The deeper problem is demographic. The Great Wealth Transfer — $124 trillion in assets moving from boomers to younger generations over the next 25 years, $45.6 trillion to millennials alone — means TradFi's client base is a melting ice cube. Not immediately. Not this year. But structurally, over the next decade, the wealthiest generation in history will hand its assets to a generation that formed its financial habits on Robinhood and Coinbase, not Schwab and Merrill Lynch.
Gen X inherits first — $39 trillion, roughly $1.4 trillion per year over the next decade. Gen X is more likely to keep the Morgan Stanley relationship. Millennials are not. Seven in ten millennials say they want a financial advisor — but 93% want one aligned with their values, and their values were shaped by 2008, student debt, and a financial system they watched fail before they turned 30.
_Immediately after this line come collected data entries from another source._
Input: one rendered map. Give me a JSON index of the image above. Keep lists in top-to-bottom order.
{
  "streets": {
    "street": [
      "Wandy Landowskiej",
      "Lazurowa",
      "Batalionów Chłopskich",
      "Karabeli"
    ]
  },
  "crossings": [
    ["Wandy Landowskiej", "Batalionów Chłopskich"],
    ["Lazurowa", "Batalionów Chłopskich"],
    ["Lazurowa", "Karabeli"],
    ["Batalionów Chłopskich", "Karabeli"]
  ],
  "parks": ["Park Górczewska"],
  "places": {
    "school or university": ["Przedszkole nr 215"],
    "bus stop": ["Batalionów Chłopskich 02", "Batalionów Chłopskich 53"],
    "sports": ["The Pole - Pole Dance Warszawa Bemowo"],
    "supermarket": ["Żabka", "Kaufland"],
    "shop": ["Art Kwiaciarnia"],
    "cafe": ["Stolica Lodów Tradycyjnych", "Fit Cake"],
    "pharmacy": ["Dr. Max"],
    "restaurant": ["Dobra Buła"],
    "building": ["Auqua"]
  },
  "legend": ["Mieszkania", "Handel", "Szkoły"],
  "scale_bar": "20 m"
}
Wall Street's door is the widest. Its hallway gets narrower every year.
Door Two: Robinhood and the Fintech Trojan Horse
Here is a number that should keep every bank CEO awake: only 66% of Gen Z investors have a traditional brokerage account. Among boomers, that number is 92%. One in four Gen Z investors does not interact with traditional financial services at all. Twenty-three percent of Gen Z use only fintech for investing. Not “primarily.” Only.
27M
Funded Accounts
$333B
Platform Assets
$4.5B
2025 Revenue (+52%)
4.2M
Gold Subscribers (+58%)
Robinhood has 27 million funded accounts. Average customer age: 35, rising from 31 two years ago. Gold subscribers: 4.2 million, up 58% year-over-year. Retirement accounts: $10 billion in assets under custody, with a 2% IRA match that is aggressively pulling in long-term savings. Total platform assets: $333 billion, up 119% year-over-year.
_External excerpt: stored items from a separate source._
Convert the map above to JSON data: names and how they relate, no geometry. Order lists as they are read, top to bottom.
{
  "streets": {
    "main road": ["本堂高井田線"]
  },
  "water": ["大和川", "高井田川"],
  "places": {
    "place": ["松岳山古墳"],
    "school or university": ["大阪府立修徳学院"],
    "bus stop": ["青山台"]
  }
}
The standard read on Robinhood is that it is a trading app for young people who will eventually grow up and open a Schwab account. The data says the opposite. Robinhood's users are not leaving. They are aging into peak earning years, and Robinhood is aging with them. The Gold subscription is a wealth management product. The retirement account is a decades-long relationship lock. The Bitstamp acquisition gave Robinhood 50+ global crypto licenses and institutional infrastructure. The plan to tokenize public and private equity by end of 2026 turns Robinhood into the 24/7 multi-asset platform that Coinbase, Kraken, and Schwab are all separately trying to build.
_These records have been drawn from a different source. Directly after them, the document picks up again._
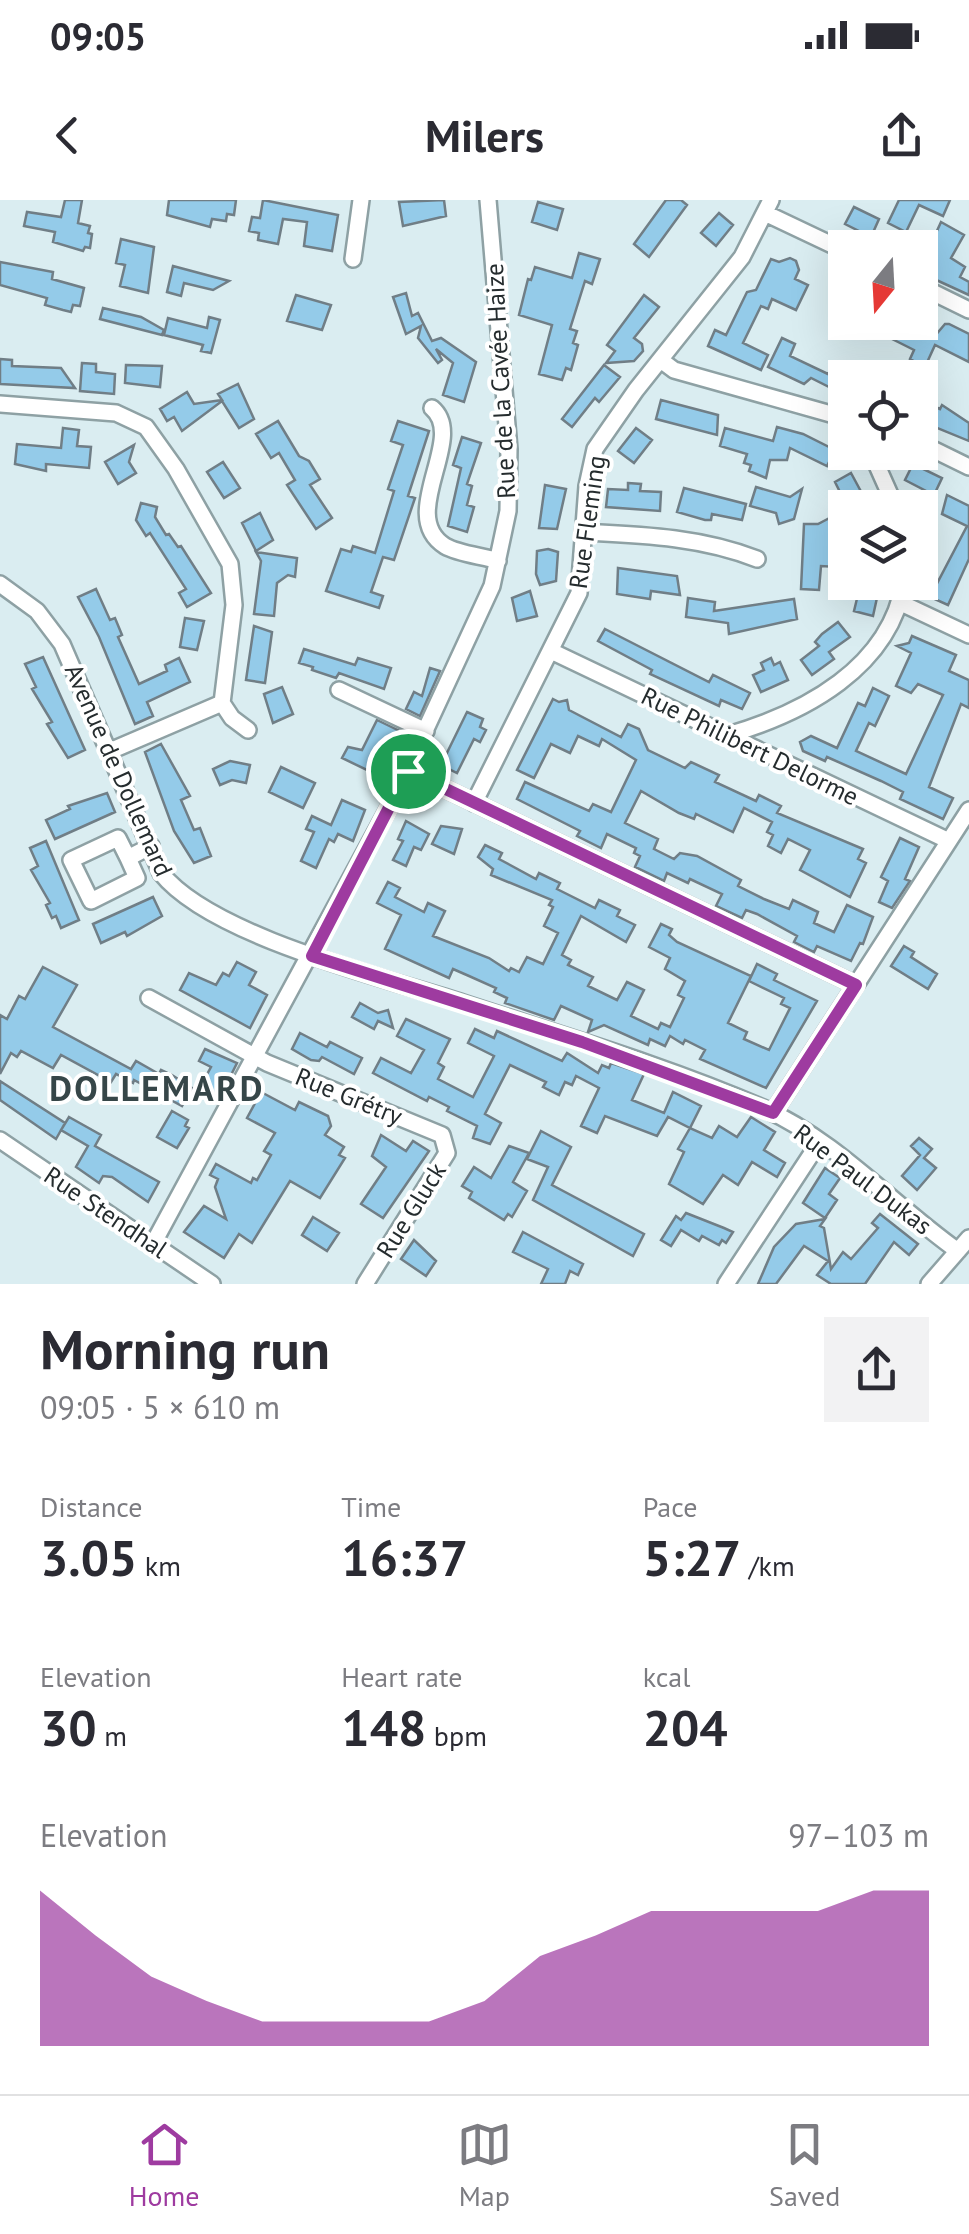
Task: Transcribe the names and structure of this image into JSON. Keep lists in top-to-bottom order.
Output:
{
  "streets": {
    "street": [
      "Rue de la Cavée Haize",
      "Rue Fleming",
      "Rue Philibert Delorme",
      "Avenue de Dollemard",
      "Rue Grétry",
      "Rue Paul Dukas",
      "Rue Gluck",
      "Rue Stendhal"
    ]
  },
  "crossings": [
    ["Rue de la Cavée Haize", "Avenue de Dollemard"],
    ["Rue de la Cavée Haize", "Rue Grétry"],
    ["Rue de la Cavée Haize", "Rue Paul Dukas"],
    ["Rue de la Cavée Haize", "Rue Stendhal"],
    ["Rue Fleming", "Rue Philibert Delorme"],
    ["Avenue de Dollemard", "Rue Paul Dukas"],
    ["Rue Grétry", "Rue Gluck"]
  ],
  "districts": ["DOLLEMARD"],
  "north": "bottom",
  "page": {
    "status": "09:05",
    "header": "Milers",
    "heading": ["Morning run", "09:05 · 5 × 610 m"],
    "stats": [
      ["Distance", "3.05 km"],
      ["Time", "16:37"],
      ["Pace", "5:27 /km"],
      ["Elevation", "30 m"],
      ["Heart rate", "148 bpm"],
      ["kcal", "204"]
    ],
    "chart": ["Elevation", "97–103 m"],
    "tabs": ["Home", "Map", "Saved"]
  }
}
Robinhood generated $4.5 billion in revenue in 2025, up 52%. Crypto was $680 million of that through September. But crypto is not the point. The point is that Robinhood is the default financial relationship for a generation that is about to receive $45.6 trillion in inherited wealth. Those users are not going to move their inheritance to E*Trade. They are going to move it to the app they already use for everything.
Stripe and PayPal play the same game on different terrain. Stripe's $159 billion valuation, its national bank charter through Bridge, and the Tempo blockchain are not about processing payments — they are about owning the settlement layer for global commerce. PayPal's PYUSDx lets any developer launch a branded stablecoin. These companies already have the merchant relationships, the developer ecosystems, and the fiat on-ramps that crypto spent fifteen years trying to build. They are not entering crypto. They are making crypto invisible inside products that hundreds of millions of people already use.
The fintech door is narrower than Wall Street's. But the people walking through it are younger, stickier, and about to get very rich.
Door Three: The Permissionless Insurgency
Fifty-one percent of Gen Z globally have owned crypto. Twenty percent of Gen Z investors hold crypto and nothing else — no equities, no bonds, no retirement accounts. Among all crypto users, 59% self-custody their assets. Sixty-eight percent of crypto transaction volume runs through non-custodial wallets. These are not Robinhood's customers. They are not going to become Schwab's customers. They chose a door that does not have a company name on it.
51%
Gen Z owned crypto
59%
Self-custody assets
68%
Non-custodial volume
The crypto-native door is the smallest by user count and the most interesting by behavior. Its inhabitants do not want a better brokerage. They want a financial system that cannot exclude them. And the products being built for this audience — in scale, in sophistication, in raw economic throughput — are no longer toys.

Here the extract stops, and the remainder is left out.